The restoration of Libyan crude production and an influx of heavy-sour Canadian grades to the US west coast has pressured light sweet Guyana crudes to their widest differential against Argus North Sea Dated since the assessments launched in February.

Values for Guyana crudes Liza, Unity Gold and Payara Gold fell by 20-80¢/bl last week as offer levels fell swiftly. Liza reached a $1.20/bl discount against North Sea Dated, Unity Gold fell to a 35¢/bl discount and Payara Gold a 33¢/bl discount. Liza and Unity Gold fell to their lowest value since Argus began to assess the grades, while Payara Gold fell to its lowest level since mid-March.

European refiners had turned toward Guyana after the 26 August start of the Libyan oil blockade, with imports rising by around 200,000 b/d to almost 456,000 b/d in September, according to data analytics firm Vortexa, reflecting the highest flows on that route since March.

Libya has since recovered to more than 1mn b/d of production after the country's oil blockade ended on 3 October, according to data from state-owned oil company NOC published last week.

Output in September was less than half of pre-blockade levels, with Libya's crude exports down to 460,000 b/d in that month compared with 1.02mn b/d in August, according to Kpler data.

Projected October Guyana exports to Europe are 205,000 b/d lower than September at only 193,000 b/d, Vortexa data shows.

TMX takeover

Guyana prices also could be under pressure from added competition on the Americas Pacific coast from crude exported via the 590,000 b/d Trans Mountain Expansion (TMX) pipeline.

In May, before the startup of TMX, Guyanese exports to the US totaled 68,000 b/d, data from Vortexa shows. Refiners did not purchase any Guyanese grades in June and August, and imports in July and September were more than halved from May levels at 32,000 b/d and 29,000 b/d, respectively. Vortexa estimates October deliveries will only amount to less than 29,000 b/d, a 57pc decrease since the start of TMX.

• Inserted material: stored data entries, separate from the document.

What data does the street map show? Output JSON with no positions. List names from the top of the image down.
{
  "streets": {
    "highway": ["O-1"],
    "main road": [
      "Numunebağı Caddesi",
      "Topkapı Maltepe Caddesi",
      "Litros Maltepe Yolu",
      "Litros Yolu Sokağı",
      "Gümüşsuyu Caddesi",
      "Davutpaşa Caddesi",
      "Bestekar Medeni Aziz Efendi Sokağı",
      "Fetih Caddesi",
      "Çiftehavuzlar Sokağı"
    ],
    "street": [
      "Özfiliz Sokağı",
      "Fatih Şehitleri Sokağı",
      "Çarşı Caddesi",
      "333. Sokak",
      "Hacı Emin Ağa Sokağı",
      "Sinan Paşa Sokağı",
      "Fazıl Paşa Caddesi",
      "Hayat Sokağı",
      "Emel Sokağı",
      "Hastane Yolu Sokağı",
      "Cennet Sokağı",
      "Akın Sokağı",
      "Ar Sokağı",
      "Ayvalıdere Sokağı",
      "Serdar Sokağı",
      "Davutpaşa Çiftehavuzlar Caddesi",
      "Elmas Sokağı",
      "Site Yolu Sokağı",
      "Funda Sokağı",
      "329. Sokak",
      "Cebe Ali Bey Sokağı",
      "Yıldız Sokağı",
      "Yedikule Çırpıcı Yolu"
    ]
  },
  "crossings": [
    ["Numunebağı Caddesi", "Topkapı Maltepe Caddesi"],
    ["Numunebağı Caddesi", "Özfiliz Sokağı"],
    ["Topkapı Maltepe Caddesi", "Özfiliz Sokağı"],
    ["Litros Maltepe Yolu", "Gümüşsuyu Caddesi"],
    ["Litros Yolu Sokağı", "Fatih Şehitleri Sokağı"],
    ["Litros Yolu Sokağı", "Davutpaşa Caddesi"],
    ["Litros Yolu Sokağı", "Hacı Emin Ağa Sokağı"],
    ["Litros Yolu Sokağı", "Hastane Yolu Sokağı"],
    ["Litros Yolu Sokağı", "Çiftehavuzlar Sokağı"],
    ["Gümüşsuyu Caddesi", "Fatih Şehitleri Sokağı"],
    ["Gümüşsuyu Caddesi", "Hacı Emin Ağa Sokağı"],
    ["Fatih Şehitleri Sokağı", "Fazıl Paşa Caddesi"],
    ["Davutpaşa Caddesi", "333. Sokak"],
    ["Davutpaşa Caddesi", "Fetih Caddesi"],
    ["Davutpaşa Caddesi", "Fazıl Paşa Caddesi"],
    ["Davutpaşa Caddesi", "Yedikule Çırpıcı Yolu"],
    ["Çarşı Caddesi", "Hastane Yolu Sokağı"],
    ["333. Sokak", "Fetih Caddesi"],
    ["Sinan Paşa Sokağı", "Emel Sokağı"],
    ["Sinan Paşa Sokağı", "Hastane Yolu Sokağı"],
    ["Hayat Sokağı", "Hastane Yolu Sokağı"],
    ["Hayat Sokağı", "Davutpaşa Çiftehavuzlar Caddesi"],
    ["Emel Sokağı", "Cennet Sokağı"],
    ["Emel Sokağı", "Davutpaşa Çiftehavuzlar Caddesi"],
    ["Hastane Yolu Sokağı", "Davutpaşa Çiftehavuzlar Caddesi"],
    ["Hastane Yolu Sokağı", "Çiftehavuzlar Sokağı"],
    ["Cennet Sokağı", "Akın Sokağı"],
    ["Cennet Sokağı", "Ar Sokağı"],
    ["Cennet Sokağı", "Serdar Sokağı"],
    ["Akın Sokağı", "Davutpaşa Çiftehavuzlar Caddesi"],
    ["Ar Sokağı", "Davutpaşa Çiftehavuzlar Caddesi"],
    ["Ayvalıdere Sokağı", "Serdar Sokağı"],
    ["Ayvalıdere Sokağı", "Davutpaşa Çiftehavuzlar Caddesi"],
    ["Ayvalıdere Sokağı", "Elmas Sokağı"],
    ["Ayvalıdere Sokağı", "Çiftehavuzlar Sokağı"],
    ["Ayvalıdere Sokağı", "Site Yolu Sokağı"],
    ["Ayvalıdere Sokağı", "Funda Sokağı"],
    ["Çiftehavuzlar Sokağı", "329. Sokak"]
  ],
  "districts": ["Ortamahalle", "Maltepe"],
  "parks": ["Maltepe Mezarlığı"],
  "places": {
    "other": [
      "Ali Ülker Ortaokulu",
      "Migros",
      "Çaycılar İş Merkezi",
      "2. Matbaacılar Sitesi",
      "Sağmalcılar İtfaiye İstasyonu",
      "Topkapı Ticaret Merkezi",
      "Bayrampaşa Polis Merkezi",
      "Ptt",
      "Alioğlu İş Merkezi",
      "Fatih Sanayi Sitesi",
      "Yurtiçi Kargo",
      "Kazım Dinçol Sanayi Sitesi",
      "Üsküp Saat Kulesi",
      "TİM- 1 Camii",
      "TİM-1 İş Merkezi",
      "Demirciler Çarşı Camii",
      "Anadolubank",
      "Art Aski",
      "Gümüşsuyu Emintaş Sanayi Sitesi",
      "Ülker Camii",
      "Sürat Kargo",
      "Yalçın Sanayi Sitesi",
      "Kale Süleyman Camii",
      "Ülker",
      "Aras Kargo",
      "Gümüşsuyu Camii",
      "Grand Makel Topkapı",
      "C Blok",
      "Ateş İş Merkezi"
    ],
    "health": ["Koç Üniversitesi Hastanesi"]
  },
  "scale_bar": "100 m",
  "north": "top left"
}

TMX has quickly become a valuable crude source to US west coast refiners, displacing many Latin American grades in the process. Ecuadorean crude imports have trended lower since May, and were down by 30pc from June-September compared to a year earlier. Crude volumes arriving at Panama's PTP pipeline from Colombia — a common way US west coast refiners receive Colombian crude — have also trended lower since July. September crude receipts of Colombian grades into Panama have fallen from 173,000 b/d in July to 50,000 b/d in September.